# Assignment 8
#### Due November 20, 2023, 23:59

In this week’s assignment, we dive into network science.  
Graphs are powerful constructs with even more powerful mathematical properties that we can take advantage of when we can formulate our problems as a graph. This time around, we are interested in one network property in particular: the **local clustering coefficient** of a node.

## Submission
Edit and turn in this jupyter notebook file containing your solutions to each task.  
Implement your solution to each of the tasks in the code field below the task description.  

The libraries you may need are already given, **any extra imports are not allowed**.

___

### Local clustering coefficient
In this assignment, we want to calculate the local clustering coefficient of a node in an undirected graph. 

Recall that an undirected graph consists a set of nodes that are connected to some extent, where all the edges that connect the nodes are bidirectional. 
Imagine, for example, a graph where the nodes represent people at a party pre-corona and there is an edge between two people if they shook hands.
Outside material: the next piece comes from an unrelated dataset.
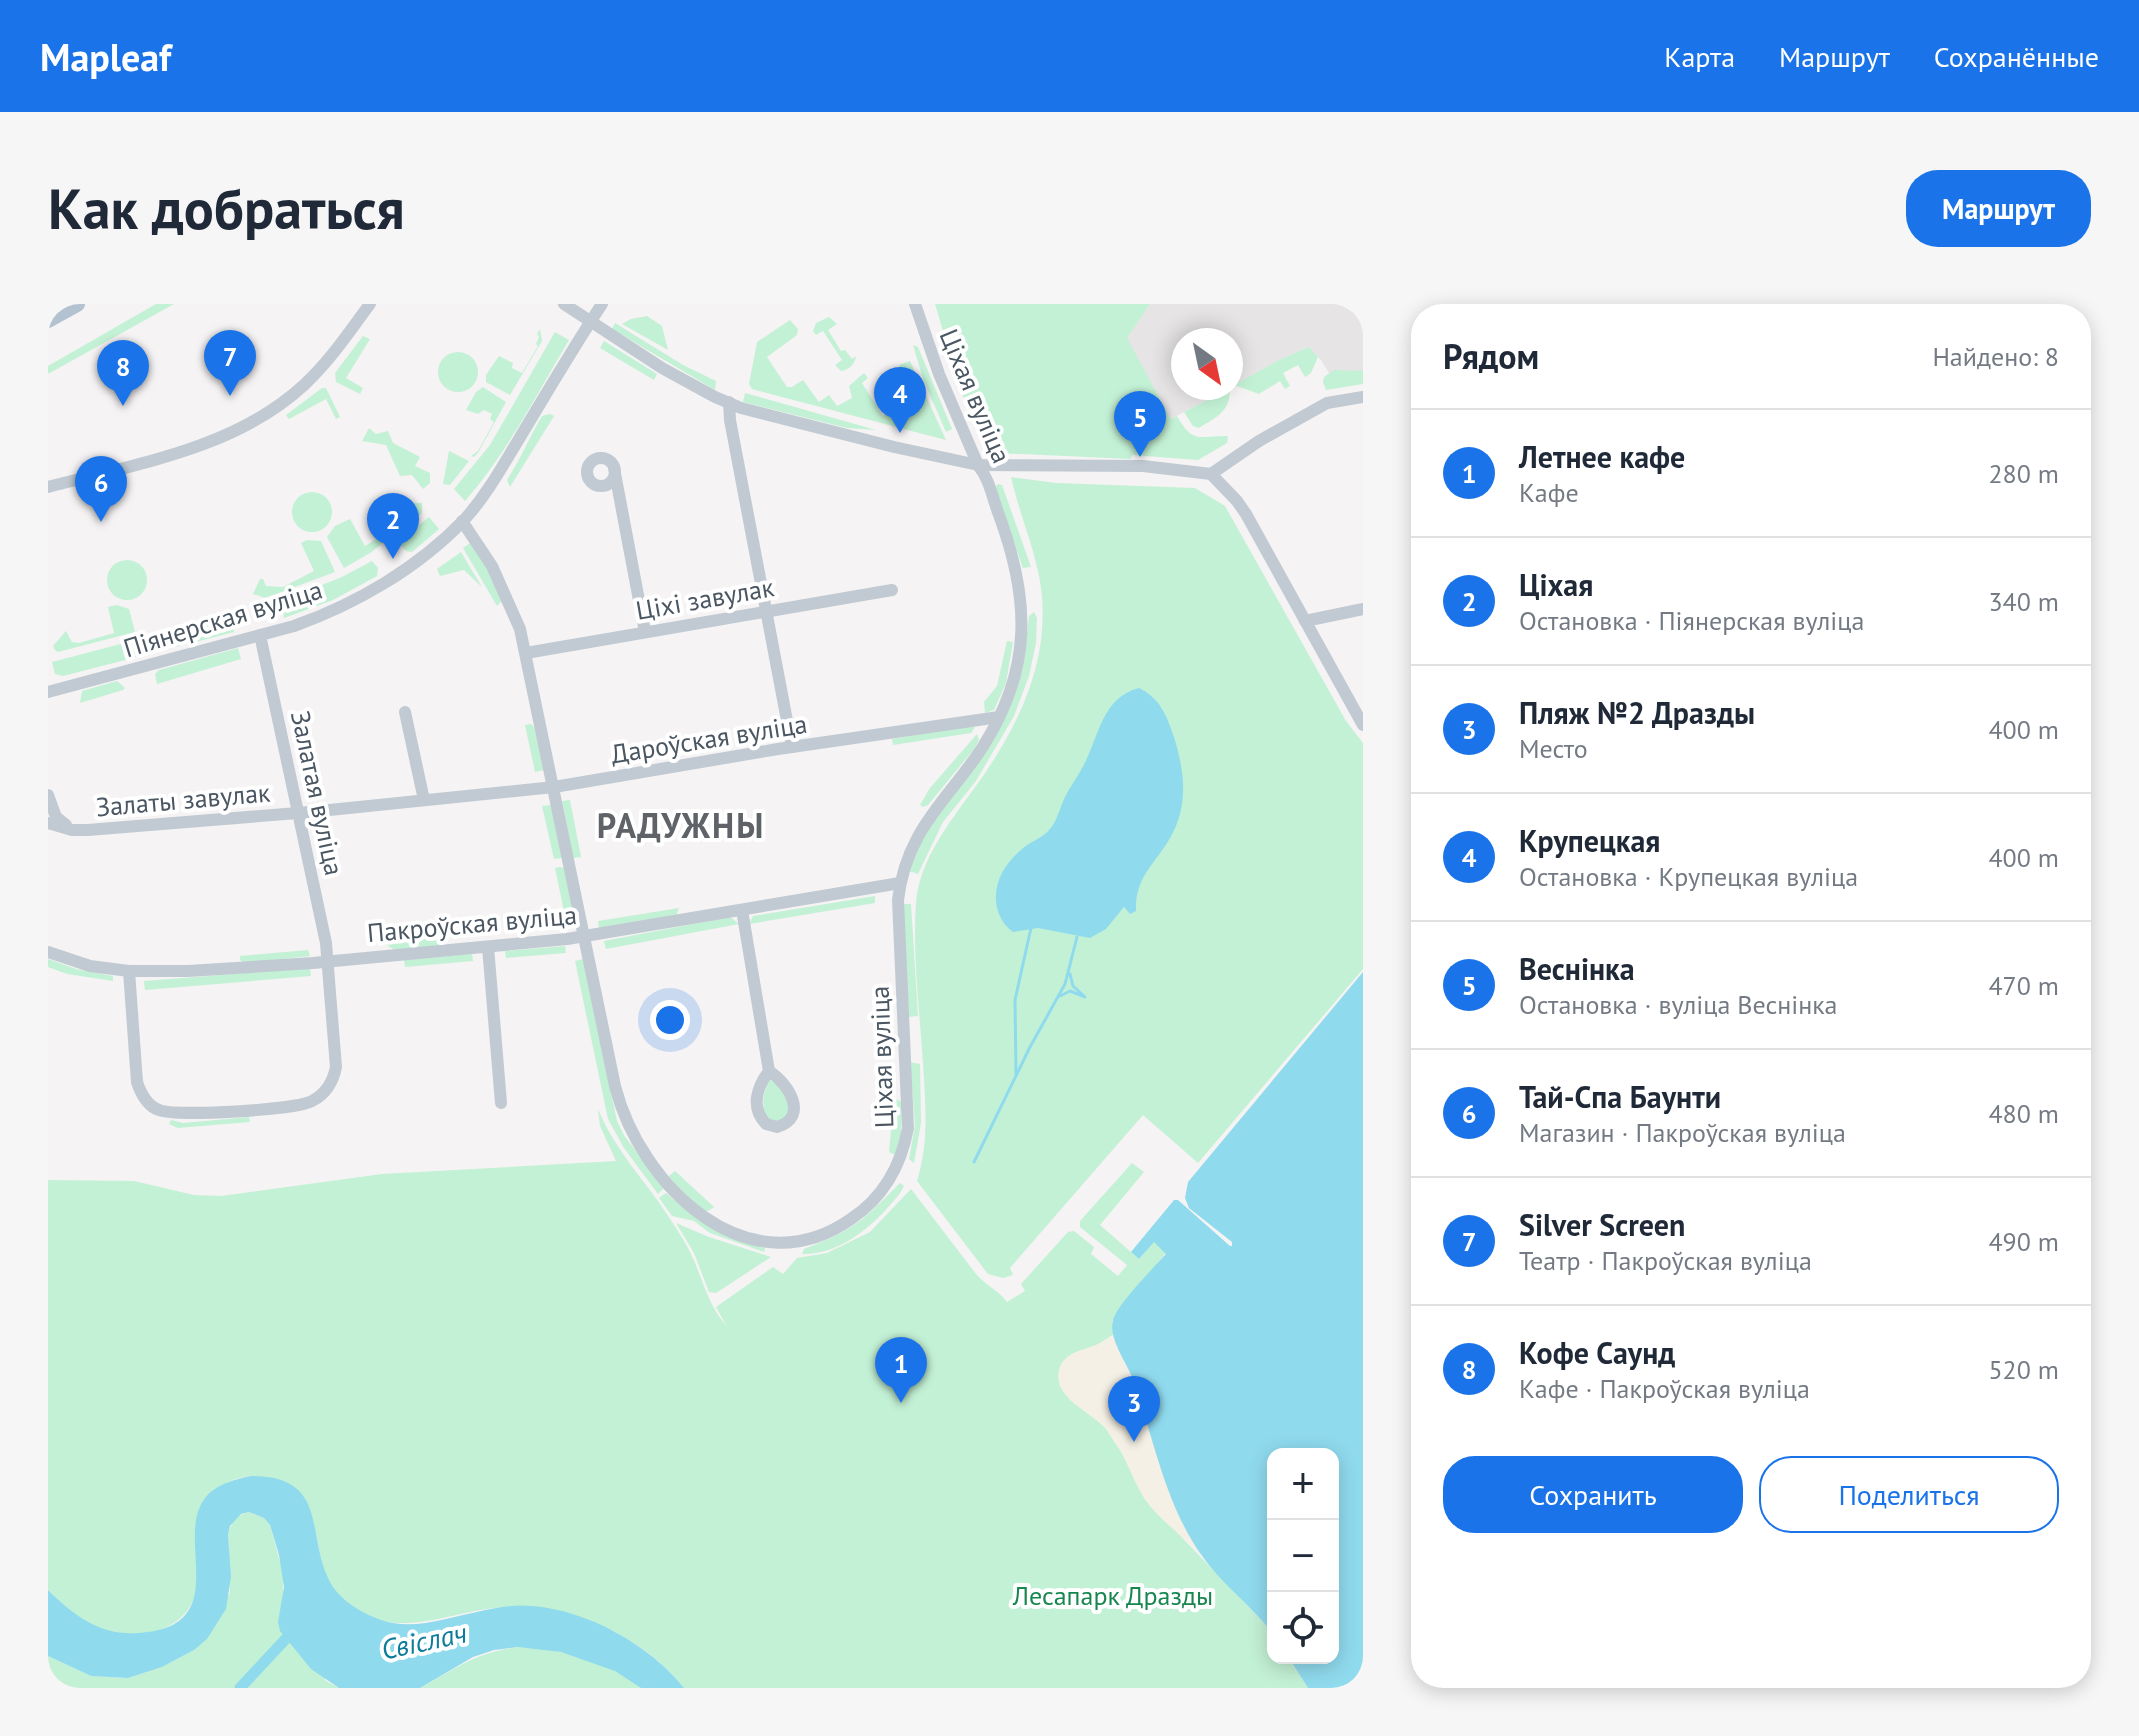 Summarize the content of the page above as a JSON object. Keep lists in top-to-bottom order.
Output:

This example graph is undirected because any person, A, can shake hands with another person, B, only if B also shakes hands with A. This means that if A is connected to B, then B is also per definition automatically connected to A.
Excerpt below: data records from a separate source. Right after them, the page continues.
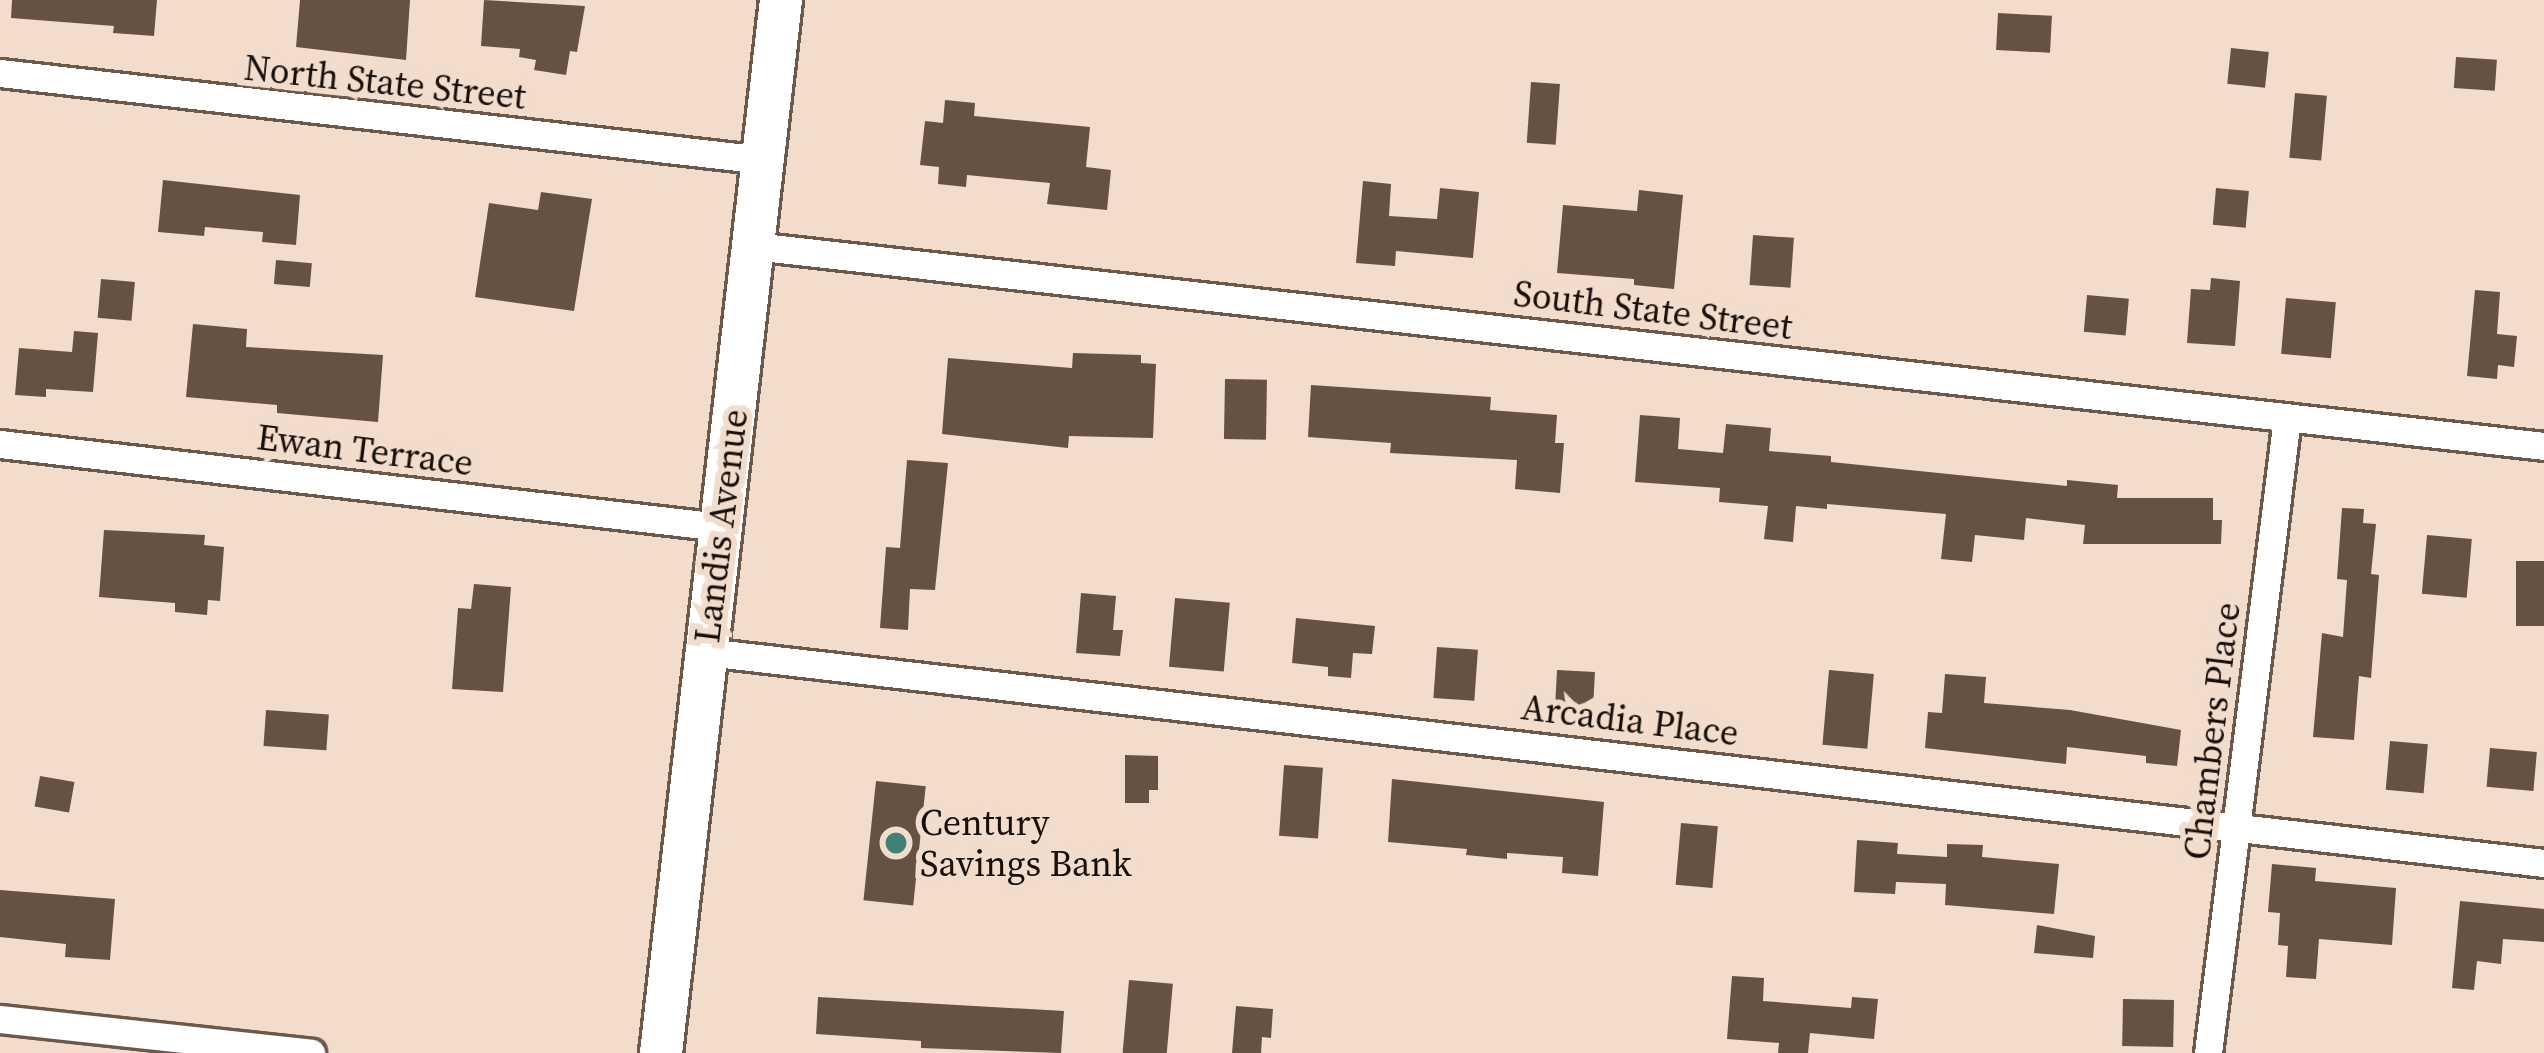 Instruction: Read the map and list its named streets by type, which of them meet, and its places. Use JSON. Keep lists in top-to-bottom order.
{
  "streets": {
    "main road": ["Landis Avenue"],
    "street": [
      "North State Street",
      "South State Street",
      "Ewan Terrace",
      "Arcadia Place",
      "Chambers Place"
    ]
  },
  "crossings": [
    ["North State Street", "Landis Avenue"],
    ["South State Street", "Landis Avenue"],
    ["South State Street", "Chambers Place"],
    ["Ewan Terrace", "Landis Avenue"],
    ["Landis Avenue", "Arcadia Place"],
    ["Arcadia Place", "Chambers Place"]
  ],
  "places": ["Century Savings Bank"]
}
The intuition behind the **local clustering coefficient** metric is that it describes the local connectivity of the neighborhood of a node. That is, the proportion of connections among its neighbours which are actually realised out of the number of all possible connections.

Imagine a person, A, that has three friends: B, C, and D. These friends are person A’s neighborhood. They all have in common that they are friends with A. However, they might not be friends with each other. The local clustering coefficient expresses how many of A’s friends are in fact also friends with each other. 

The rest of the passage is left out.